**RECORDS TO PROCESS**
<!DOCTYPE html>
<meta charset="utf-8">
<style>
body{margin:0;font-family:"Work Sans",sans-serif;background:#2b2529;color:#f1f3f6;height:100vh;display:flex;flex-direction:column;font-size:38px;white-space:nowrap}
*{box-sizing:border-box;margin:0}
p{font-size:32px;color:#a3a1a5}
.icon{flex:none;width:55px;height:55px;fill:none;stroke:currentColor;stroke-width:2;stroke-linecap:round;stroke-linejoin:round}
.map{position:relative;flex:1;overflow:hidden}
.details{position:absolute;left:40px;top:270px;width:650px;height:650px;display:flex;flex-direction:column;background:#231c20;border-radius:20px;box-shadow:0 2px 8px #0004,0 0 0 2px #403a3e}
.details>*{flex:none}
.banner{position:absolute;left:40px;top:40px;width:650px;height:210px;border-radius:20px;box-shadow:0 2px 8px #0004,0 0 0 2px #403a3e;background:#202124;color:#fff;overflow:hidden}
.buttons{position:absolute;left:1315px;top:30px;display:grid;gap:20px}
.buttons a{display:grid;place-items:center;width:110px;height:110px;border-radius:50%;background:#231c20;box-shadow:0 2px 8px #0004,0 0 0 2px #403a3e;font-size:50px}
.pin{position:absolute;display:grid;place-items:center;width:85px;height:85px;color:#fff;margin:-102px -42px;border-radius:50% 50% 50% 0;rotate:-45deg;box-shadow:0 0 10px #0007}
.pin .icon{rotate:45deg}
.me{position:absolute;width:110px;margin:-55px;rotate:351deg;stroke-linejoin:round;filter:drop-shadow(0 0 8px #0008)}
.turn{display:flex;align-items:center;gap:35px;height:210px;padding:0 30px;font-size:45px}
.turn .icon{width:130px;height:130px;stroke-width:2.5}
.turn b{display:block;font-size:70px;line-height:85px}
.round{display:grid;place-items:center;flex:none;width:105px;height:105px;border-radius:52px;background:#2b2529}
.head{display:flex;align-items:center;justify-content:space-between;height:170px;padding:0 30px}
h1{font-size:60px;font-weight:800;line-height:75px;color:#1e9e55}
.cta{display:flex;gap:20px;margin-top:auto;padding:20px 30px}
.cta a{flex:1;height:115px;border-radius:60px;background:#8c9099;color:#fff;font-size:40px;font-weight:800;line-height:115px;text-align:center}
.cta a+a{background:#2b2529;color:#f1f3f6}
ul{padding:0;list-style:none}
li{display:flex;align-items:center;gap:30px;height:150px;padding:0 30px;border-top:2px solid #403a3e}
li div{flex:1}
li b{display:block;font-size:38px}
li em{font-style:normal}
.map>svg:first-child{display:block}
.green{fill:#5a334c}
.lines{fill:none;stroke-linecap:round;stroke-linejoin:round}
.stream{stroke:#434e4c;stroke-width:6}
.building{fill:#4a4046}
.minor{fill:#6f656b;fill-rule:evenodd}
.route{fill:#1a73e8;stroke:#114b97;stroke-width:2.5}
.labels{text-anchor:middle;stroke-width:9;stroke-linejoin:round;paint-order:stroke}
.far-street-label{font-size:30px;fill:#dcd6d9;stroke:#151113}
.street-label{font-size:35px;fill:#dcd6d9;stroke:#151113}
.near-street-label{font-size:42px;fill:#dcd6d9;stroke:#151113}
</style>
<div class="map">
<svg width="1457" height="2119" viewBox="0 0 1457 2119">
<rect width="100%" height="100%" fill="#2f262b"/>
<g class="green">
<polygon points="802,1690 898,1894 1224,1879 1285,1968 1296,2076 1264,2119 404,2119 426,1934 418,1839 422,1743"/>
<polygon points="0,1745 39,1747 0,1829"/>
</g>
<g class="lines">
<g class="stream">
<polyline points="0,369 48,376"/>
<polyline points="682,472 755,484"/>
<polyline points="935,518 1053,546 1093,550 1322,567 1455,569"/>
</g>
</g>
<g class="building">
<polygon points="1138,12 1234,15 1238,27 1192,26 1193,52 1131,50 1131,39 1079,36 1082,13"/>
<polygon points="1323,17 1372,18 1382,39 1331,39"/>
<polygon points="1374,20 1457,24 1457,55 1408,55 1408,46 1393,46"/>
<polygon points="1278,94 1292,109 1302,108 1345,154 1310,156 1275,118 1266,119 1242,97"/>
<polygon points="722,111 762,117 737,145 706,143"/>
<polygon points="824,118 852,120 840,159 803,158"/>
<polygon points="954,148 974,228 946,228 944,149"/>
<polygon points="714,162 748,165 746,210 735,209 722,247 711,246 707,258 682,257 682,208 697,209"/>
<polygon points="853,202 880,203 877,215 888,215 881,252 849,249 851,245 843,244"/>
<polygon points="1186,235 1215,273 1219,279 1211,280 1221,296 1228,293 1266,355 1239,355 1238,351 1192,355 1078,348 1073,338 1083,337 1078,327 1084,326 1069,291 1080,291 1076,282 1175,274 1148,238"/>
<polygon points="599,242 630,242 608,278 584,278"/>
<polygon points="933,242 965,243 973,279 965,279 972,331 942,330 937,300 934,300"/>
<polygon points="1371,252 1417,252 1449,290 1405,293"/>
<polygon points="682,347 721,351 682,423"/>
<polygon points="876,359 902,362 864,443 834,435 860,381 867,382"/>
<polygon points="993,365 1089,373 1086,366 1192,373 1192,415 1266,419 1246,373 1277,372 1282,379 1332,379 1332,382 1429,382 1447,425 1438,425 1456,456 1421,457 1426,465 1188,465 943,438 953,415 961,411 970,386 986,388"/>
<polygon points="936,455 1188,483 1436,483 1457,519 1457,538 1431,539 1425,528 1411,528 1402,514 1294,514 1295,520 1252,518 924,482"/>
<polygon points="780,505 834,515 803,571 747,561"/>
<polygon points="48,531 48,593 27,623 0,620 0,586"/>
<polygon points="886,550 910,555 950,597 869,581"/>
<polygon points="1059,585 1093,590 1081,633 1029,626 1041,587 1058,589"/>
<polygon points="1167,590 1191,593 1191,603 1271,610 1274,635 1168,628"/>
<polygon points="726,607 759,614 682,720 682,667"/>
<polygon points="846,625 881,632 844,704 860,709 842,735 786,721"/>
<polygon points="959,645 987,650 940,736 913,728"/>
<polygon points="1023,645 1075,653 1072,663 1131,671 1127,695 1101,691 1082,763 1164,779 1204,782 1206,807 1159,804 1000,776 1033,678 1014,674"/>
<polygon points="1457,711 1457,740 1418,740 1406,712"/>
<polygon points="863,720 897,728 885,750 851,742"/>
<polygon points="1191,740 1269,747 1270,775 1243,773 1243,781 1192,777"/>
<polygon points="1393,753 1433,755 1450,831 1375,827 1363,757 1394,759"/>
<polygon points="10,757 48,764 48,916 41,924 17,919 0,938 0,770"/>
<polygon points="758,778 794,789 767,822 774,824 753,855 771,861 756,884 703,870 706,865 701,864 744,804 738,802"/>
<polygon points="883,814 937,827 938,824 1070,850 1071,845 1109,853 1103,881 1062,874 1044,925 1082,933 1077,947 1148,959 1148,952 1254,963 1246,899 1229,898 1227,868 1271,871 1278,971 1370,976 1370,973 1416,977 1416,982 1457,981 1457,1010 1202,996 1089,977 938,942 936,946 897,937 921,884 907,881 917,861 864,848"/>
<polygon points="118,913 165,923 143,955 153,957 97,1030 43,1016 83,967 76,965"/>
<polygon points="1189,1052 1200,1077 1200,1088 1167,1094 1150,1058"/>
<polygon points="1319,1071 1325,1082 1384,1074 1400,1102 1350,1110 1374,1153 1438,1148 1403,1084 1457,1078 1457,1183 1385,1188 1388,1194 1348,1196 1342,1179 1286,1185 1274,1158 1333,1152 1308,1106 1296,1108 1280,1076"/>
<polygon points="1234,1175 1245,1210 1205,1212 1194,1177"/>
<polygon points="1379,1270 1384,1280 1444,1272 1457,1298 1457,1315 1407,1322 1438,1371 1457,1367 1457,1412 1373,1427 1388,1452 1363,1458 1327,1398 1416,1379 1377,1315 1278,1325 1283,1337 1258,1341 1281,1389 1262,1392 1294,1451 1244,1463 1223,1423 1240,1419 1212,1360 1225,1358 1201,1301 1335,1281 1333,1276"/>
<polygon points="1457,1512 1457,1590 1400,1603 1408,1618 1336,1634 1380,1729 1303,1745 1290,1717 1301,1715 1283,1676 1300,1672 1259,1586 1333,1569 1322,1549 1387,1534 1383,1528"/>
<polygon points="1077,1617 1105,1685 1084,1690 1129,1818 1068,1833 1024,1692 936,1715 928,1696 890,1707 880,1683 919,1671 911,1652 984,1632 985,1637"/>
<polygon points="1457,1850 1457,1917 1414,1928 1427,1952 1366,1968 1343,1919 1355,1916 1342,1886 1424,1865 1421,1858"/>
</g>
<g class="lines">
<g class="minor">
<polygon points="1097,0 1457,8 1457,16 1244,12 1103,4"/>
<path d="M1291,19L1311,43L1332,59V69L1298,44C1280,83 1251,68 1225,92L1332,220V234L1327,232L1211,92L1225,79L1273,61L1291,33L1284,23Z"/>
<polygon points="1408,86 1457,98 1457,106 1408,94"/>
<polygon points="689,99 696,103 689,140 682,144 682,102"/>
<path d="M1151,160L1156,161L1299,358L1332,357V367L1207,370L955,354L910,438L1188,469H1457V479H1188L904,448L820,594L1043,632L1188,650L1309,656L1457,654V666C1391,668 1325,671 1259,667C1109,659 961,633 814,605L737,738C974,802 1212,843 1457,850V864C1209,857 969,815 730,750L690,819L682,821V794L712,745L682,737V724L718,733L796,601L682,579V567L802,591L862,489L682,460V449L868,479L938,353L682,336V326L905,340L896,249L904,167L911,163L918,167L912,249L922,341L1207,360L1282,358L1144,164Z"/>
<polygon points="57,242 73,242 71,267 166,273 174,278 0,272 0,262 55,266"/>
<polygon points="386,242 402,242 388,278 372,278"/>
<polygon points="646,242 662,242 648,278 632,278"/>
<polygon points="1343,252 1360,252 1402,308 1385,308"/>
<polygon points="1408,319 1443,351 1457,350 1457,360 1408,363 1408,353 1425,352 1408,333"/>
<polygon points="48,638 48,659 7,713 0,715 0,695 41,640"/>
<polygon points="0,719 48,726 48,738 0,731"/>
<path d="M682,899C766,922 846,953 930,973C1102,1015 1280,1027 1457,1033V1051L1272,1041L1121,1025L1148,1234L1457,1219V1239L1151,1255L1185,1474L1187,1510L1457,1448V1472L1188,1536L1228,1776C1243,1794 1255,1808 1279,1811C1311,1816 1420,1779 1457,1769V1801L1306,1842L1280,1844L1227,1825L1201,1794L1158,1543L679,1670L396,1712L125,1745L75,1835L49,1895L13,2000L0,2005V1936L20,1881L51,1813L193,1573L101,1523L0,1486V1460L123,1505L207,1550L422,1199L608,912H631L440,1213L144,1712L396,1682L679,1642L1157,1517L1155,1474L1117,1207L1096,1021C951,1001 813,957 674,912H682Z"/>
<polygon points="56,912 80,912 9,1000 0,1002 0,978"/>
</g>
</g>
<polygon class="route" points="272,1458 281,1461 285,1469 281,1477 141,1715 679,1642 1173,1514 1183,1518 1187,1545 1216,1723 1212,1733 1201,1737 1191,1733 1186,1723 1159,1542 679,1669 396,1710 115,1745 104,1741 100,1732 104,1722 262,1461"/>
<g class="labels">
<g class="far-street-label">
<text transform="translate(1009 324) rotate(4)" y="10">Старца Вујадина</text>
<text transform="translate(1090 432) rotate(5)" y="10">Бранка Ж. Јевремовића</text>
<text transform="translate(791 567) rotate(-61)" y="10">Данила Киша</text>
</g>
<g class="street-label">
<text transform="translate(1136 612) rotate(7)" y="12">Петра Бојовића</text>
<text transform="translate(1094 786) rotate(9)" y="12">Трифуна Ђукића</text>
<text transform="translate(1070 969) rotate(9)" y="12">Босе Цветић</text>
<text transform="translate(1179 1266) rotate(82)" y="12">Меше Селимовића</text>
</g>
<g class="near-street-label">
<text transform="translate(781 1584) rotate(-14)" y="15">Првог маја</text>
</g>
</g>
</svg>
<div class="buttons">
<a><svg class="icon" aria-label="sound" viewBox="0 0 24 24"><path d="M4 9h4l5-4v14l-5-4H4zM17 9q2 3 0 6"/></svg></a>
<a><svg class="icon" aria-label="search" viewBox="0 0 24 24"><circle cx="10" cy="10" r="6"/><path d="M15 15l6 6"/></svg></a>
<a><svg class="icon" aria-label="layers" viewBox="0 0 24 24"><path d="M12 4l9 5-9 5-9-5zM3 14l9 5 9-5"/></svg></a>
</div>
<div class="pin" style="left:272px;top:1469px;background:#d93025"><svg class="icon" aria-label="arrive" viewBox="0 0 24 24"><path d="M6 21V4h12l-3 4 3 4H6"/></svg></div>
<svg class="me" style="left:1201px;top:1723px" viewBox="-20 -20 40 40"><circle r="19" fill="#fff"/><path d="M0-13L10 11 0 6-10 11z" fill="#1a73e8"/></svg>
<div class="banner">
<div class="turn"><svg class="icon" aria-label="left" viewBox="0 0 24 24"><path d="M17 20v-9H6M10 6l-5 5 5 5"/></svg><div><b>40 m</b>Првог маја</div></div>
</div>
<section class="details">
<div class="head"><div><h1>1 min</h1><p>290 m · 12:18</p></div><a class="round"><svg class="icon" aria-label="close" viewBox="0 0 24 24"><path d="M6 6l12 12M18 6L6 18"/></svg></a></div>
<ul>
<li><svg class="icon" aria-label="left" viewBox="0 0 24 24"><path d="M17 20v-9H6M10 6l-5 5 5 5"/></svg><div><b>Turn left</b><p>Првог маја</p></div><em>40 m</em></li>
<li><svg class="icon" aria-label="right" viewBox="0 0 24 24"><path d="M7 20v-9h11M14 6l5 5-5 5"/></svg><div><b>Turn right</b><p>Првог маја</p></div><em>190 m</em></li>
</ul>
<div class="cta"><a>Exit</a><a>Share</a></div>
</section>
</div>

**WHAT NEEDS TO BE DONE**
When you reach the line that contains "-42px;border-radius:50% 50% 50%", stop; output it and every line before it from the start of the data, exactly as written.

**EXERCISE RESPONSE**
<!DOCTYPE html>
<meta charset="utf-8">
<style>
body{margin:0;font-family:"Work Sans",sans-serif;background:#2b2529;color:#f1f3f6;height:100vh;display:flex;flex-direction:column;font-size:38px;white-space:nowrap}
*{box-sizing:border-box;margin:0}
p{font-size:32px;color:#a3a1a5}
.icon{flex:none;width:55px;height:55px;fill:none;stroke:currentColor;stroke-width:2;stroke-linecap:round;stroke-linejoin:round}
.map{position:relative;flex:1;overflow:hidden}
.details{position:absolute;left:40px;top:270px;width:650px;height:650px;display:flex;flex-direction:column;background:#231c20;border-radius:20px;box-shadow:0 2px 8px #0004,0 0 0 2px #403a3e}
.details>*{flex:none}
.banner{position:absolute;left:40px;top:40px;width:650px;height:210px;border-radius:20px;box-shadow:0 2px 8px #0004,0 0 0 2px #403a3e;background:#202124;color:#fff;overflow:hidden}
.buttons{position:absolute;left:1315px;top:30px;display:grid;gap:20px}
.buttons a{display:grid;place-items:center;width:110px;height:110px;border-radius:50%;background:#231c20;box-shadow:0 2px 8px #0004,0 0 0 2px #403a3e;font-size:50px}
.pin{position:absolute;display:grid;place-items:center;width:85px;height:85px;color:#fff;margin:-102px -42px;border-radius:50% 50% 50% 0;rotate:-45deg;box-shadow:0 0 10px #0007}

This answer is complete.